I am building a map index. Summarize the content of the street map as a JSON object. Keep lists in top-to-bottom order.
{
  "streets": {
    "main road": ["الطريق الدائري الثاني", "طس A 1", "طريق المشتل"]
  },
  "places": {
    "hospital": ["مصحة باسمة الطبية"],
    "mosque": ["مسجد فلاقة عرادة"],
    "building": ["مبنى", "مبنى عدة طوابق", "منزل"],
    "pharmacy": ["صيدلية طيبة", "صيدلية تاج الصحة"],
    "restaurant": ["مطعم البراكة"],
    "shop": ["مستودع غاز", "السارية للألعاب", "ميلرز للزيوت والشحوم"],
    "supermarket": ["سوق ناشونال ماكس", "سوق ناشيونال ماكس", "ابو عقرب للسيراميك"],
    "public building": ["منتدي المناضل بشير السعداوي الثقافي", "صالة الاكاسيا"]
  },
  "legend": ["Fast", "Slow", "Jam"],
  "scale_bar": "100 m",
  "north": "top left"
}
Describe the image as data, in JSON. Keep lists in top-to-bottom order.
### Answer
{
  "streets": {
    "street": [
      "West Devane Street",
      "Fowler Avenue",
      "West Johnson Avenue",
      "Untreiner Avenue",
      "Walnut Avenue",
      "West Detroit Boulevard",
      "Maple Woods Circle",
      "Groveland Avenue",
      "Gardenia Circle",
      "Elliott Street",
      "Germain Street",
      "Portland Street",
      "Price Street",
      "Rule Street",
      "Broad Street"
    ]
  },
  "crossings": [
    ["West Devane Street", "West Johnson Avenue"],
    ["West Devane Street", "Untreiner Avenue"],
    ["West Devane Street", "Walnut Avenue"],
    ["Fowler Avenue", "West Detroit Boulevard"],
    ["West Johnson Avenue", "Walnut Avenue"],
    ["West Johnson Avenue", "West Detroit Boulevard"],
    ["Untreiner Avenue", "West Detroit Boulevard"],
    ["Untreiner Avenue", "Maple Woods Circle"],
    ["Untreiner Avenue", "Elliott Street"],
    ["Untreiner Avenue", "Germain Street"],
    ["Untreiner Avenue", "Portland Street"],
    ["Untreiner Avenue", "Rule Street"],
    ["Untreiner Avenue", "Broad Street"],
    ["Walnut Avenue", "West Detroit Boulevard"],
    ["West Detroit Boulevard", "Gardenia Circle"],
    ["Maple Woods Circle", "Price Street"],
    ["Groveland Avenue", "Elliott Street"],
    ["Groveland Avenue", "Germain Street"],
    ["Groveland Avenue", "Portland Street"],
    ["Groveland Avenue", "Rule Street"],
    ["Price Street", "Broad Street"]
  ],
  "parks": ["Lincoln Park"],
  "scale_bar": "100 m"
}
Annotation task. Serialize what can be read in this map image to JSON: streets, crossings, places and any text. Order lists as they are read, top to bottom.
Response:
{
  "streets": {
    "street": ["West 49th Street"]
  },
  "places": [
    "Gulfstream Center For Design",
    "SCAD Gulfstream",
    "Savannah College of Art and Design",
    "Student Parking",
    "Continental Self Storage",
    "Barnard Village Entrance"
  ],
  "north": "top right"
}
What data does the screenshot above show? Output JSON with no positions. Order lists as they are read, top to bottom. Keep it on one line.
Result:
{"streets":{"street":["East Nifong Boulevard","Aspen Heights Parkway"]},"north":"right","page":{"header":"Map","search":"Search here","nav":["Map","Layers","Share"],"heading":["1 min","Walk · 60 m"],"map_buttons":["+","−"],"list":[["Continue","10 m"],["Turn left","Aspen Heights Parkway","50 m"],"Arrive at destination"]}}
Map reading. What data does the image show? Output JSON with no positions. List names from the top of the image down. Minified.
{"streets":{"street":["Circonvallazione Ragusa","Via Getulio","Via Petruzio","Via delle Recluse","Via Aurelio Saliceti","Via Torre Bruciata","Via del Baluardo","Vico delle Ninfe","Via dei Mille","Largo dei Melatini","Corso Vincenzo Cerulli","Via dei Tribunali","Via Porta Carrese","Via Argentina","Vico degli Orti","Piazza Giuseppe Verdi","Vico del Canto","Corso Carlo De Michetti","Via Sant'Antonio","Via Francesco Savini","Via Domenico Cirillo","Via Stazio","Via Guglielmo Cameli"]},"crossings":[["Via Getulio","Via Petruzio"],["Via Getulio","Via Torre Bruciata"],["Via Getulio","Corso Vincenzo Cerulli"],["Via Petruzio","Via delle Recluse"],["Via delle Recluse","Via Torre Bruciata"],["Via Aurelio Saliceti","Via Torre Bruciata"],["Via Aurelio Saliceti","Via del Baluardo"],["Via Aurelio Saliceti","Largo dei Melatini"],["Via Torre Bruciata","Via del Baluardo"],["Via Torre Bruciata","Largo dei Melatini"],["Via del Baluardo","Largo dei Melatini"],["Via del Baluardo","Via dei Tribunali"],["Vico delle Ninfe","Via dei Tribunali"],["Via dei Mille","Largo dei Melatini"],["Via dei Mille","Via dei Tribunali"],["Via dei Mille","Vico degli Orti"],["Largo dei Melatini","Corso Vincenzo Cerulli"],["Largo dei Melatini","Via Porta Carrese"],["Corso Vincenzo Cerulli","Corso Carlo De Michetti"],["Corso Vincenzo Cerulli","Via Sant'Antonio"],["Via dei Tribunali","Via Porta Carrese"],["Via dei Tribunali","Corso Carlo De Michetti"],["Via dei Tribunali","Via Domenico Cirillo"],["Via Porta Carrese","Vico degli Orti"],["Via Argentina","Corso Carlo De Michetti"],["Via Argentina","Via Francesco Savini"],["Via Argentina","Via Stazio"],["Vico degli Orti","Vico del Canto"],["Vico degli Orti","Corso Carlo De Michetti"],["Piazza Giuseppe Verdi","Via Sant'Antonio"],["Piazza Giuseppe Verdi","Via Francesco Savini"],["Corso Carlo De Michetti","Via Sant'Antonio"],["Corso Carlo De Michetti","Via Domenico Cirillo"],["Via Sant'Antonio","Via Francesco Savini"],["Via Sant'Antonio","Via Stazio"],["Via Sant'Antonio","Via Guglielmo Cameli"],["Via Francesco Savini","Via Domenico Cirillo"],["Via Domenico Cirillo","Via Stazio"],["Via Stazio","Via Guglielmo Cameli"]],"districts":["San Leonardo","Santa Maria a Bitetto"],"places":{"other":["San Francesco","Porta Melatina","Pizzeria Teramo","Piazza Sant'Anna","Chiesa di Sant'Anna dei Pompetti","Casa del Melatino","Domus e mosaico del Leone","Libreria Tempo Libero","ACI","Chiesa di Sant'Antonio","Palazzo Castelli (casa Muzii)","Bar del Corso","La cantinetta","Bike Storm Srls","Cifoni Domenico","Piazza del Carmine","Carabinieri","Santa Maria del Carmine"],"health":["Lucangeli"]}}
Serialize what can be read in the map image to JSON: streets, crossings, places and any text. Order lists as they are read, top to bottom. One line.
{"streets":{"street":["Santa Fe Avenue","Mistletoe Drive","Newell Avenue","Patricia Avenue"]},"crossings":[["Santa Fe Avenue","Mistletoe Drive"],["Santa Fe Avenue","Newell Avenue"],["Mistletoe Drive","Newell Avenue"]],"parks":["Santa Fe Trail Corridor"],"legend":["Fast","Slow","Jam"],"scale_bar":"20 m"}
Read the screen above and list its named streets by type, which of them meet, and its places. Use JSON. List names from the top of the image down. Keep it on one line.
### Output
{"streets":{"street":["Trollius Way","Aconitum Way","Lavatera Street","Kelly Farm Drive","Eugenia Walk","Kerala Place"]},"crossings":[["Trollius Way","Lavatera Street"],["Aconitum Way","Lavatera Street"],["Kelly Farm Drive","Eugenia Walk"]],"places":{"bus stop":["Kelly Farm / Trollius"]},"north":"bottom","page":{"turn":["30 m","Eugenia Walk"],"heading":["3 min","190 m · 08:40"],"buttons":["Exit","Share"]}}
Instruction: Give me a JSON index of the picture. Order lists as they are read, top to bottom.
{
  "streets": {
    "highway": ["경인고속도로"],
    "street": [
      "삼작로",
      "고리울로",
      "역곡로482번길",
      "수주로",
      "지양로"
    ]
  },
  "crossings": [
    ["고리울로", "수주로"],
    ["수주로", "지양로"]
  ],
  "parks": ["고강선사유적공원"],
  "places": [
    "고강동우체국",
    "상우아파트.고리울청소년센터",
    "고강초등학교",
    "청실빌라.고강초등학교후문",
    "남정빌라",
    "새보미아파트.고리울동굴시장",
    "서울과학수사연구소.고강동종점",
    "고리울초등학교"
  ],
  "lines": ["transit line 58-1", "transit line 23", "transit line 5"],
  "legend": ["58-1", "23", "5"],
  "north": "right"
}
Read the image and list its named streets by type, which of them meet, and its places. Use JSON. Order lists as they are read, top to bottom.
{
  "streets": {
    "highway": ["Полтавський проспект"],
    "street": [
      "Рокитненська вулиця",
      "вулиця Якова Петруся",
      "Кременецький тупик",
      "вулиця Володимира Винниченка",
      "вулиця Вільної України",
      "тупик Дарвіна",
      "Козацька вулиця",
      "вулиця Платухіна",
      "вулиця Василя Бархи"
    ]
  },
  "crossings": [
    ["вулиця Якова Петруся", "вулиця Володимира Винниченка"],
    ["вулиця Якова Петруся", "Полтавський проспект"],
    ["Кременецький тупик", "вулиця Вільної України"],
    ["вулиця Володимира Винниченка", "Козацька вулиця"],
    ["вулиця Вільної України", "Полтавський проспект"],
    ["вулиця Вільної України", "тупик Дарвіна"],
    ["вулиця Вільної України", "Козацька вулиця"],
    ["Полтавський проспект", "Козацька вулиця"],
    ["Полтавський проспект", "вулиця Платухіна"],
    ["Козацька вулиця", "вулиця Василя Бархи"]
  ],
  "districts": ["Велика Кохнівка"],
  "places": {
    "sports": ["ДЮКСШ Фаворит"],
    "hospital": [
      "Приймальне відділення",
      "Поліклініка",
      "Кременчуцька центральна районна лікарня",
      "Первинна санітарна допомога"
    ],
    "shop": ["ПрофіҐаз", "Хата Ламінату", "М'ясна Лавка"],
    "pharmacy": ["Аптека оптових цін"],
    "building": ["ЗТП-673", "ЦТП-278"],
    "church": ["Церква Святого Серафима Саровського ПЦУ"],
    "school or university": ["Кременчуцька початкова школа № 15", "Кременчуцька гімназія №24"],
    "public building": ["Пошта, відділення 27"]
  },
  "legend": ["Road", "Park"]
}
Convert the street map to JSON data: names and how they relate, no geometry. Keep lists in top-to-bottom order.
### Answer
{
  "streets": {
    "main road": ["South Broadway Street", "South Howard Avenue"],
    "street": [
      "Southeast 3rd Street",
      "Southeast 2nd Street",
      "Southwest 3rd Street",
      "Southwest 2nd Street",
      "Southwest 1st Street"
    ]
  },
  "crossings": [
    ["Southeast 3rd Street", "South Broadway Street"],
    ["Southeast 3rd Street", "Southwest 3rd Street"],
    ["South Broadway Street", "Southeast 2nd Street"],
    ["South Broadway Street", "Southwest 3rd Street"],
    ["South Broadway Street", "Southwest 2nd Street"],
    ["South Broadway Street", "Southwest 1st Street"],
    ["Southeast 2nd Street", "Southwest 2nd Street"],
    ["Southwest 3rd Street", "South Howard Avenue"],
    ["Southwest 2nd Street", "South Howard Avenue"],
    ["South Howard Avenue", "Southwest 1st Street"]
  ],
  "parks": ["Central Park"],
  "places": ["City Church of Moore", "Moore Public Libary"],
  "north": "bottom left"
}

******************************

Please find every line in the listing that holds the string "Design" and copy it.

    "Gulfstream Center For Design",
    "Savannah College of Art and Design",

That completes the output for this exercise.